▶ _PROVIDED MATERIAL_
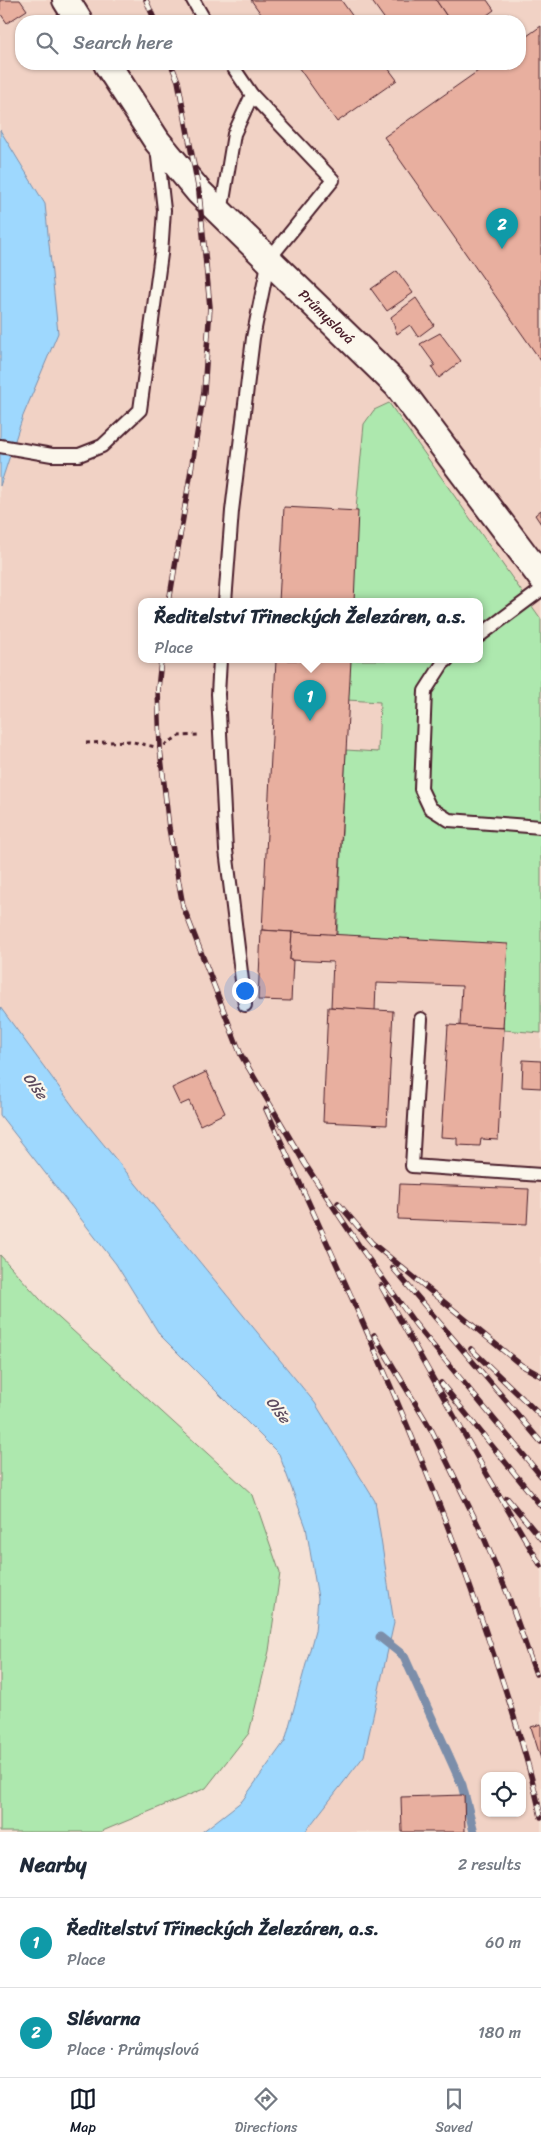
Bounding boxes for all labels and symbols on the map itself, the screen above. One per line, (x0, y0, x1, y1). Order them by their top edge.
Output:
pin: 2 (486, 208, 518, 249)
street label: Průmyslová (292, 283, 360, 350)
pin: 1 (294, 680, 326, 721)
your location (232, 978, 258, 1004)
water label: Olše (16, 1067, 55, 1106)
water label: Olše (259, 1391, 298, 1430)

* * *

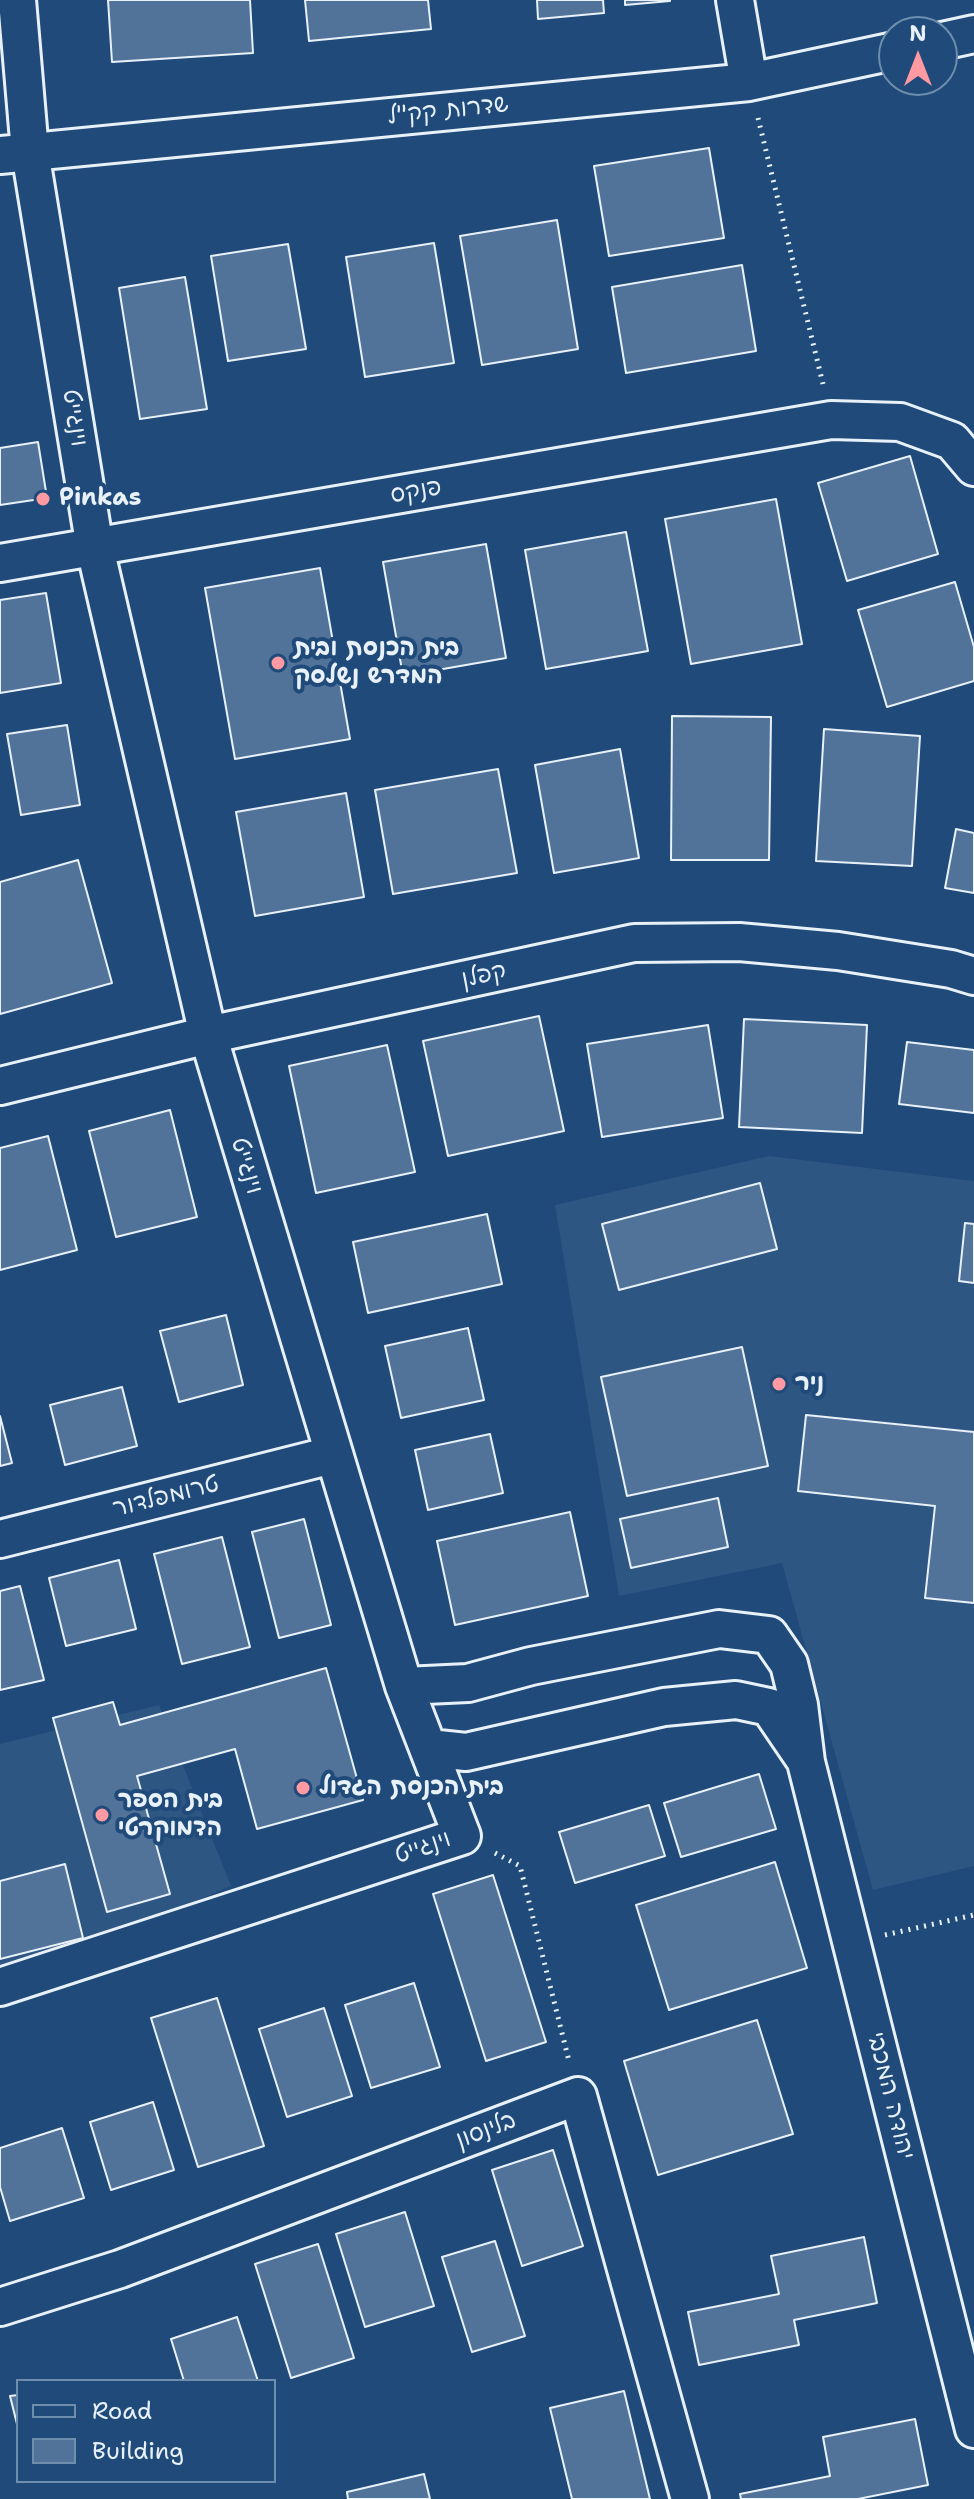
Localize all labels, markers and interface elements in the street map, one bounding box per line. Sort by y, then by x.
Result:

==

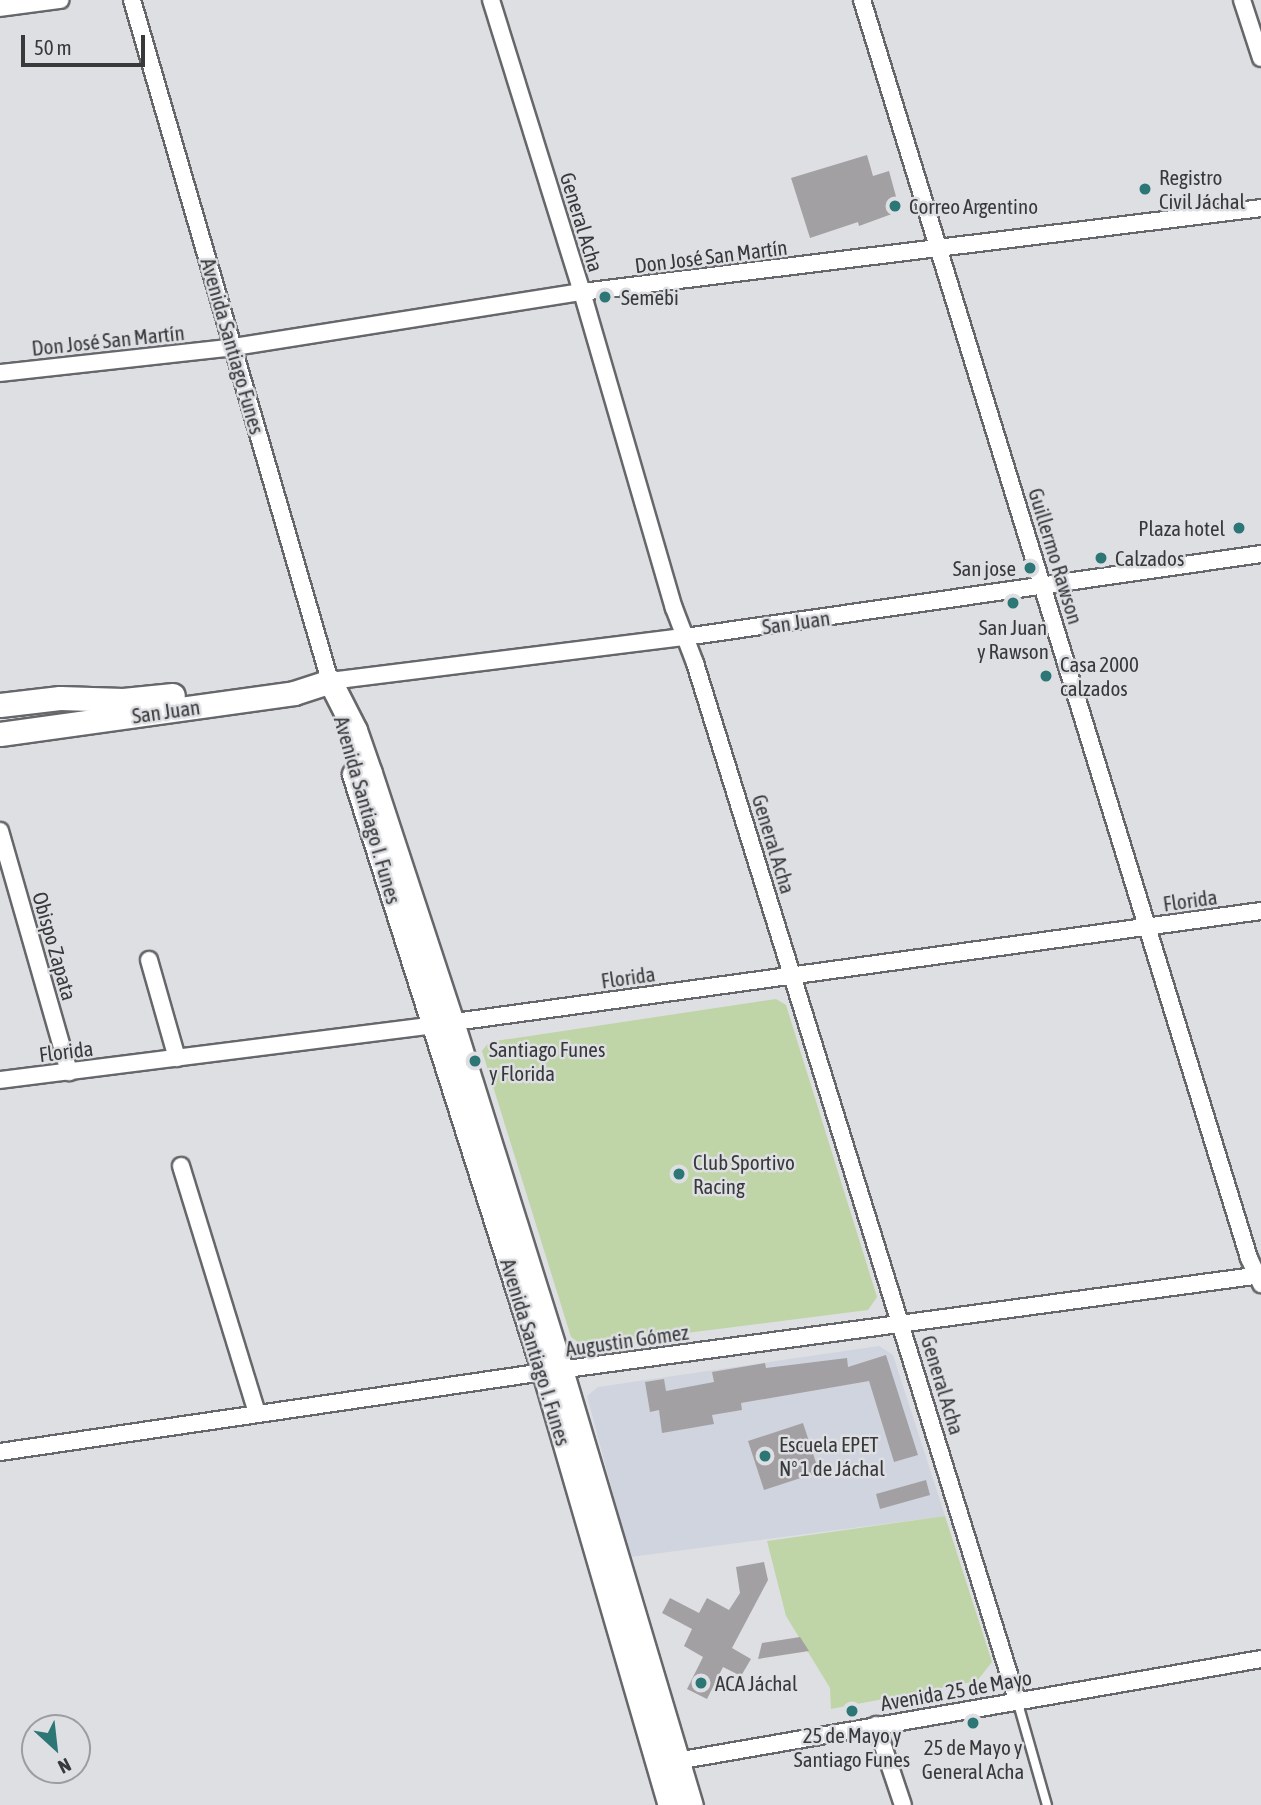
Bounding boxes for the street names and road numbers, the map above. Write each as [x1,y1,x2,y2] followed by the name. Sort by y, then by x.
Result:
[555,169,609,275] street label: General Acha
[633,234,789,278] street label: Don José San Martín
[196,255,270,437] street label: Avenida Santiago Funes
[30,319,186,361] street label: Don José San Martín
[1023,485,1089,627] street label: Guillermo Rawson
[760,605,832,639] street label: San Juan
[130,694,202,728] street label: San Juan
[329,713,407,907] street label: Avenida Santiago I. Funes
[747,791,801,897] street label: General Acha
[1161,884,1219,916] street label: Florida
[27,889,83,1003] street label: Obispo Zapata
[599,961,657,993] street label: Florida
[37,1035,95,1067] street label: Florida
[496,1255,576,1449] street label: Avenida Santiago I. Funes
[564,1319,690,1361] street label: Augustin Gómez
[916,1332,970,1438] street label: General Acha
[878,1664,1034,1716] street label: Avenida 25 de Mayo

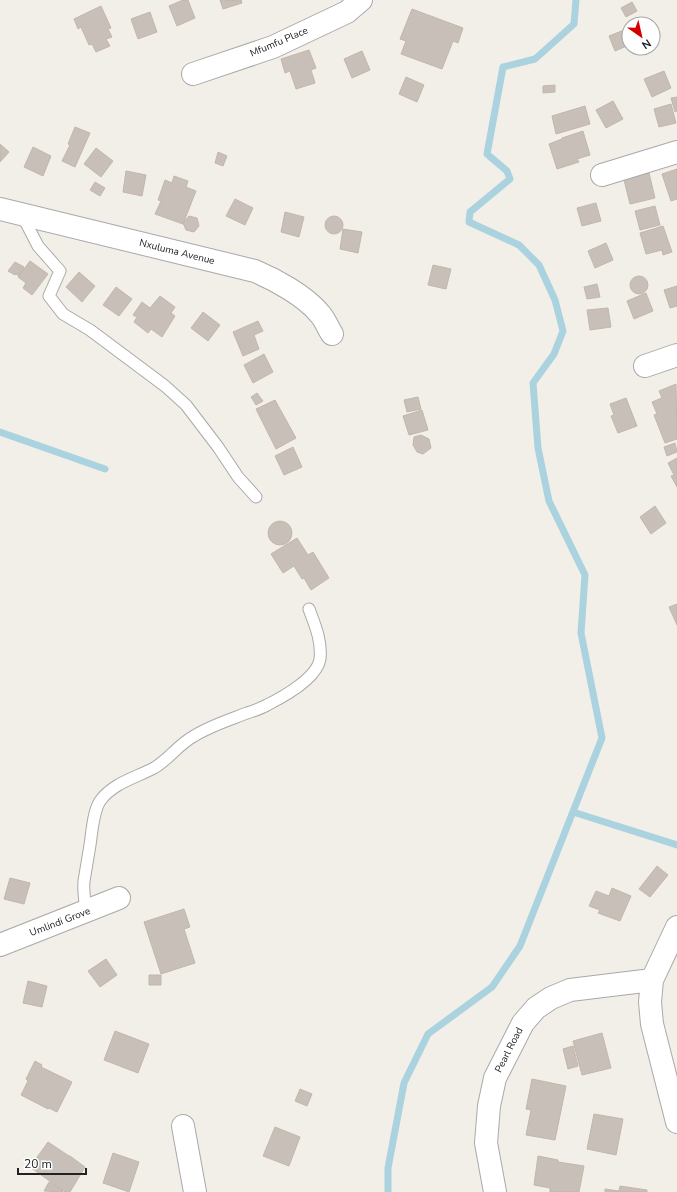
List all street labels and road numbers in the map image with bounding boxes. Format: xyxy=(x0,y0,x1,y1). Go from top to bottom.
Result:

▶ _THE PROBLEM_
Go line by line through the entries above and tally those that hold the word "Sort"; give the tally alone.

▶ _ANSWER BELOW_
2